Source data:
──────────────────────────────

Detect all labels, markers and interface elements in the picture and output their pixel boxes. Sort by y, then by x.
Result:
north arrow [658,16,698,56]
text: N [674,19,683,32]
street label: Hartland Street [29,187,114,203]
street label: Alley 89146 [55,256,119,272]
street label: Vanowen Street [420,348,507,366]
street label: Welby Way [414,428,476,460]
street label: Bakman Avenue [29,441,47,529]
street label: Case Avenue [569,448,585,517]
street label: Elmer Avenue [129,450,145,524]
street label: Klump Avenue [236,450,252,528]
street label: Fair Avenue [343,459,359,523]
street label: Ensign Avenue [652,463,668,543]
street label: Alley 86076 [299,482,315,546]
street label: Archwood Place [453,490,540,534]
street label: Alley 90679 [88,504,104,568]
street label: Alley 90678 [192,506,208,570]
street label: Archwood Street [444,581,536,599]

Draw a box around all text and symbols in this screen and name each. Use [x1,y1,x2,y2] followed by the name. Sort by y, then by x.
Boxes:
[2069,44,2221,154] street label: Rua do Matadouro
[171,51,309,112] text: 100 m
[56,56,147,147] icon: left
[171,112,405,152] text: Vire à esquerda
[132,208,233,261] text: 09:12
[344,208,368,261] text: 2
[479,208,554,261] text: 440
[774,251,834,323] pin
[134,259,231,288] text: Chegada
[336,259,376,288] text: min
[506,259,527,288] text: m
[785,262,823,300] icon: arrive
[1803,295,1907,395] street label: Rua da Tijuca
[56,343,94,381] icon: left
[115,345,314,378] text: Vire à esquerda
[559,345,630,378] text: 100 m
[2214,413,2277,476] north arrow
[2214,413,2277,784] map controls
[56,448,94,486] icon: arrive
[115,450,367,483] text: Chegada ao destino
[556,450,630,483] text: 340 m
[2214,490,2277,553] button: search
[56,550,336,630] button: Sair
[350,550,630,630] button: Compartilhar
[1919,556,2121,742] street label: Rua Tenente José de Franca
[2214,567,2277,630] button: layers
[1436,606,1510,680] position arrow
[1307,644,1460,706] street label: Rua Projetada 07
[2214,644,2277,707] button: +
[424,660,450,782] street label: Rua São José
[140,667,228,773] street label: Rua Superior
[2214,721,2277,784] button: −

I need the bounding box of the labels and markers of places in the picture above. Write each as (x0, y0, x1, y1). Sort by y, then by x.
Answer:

──────────────────────────────

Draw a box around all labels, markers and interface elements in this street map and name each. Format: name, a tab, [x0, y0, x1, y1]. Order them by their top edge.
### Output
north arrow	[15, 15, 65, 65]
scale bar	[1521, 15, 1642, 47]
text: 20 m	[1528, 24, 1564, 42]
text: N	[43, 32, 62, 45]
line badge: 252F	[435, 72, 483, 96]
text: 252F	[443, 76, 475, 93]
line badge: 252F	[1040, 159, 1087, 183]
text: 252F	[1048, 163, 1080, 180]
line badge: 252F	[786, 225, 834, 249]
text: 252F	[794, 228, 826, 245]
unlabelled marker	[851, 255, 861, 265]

──────────────────────────────

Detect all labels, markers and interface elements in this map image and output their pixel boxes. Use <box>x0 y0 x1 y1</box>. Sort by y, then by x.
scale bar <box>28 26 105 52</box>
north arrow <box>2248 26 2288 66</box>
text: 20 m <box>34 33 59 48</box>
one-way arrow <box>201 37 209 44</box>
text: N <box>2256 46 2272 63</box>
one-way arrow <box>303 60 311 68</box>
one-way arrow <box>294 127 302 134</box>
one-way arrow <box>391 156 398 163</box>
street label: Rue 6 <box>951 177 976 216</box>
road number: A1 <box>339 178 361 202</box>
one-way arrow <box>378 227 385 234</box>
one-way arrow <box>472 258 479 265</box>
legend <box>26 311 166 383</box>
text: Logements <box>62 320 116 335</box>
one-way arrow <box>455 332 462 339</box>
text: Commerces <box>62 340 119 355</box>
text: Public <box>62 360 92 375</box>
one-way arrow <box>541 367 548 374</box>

──────────────────────────────

Task statement – Would you report every line of the entries above containing the word "Draw"?

Solution to this exercise –
Draw a box around all text and symbols in this screen and name each. Use [x1,y1,x2,y2] followed by the name. Sort by y, then by x.
Draw a box around all labels, markers and interface elements in this street map and name each. Format: name, a tab, [x0, y0, x1, y1]. Order them by their top edge.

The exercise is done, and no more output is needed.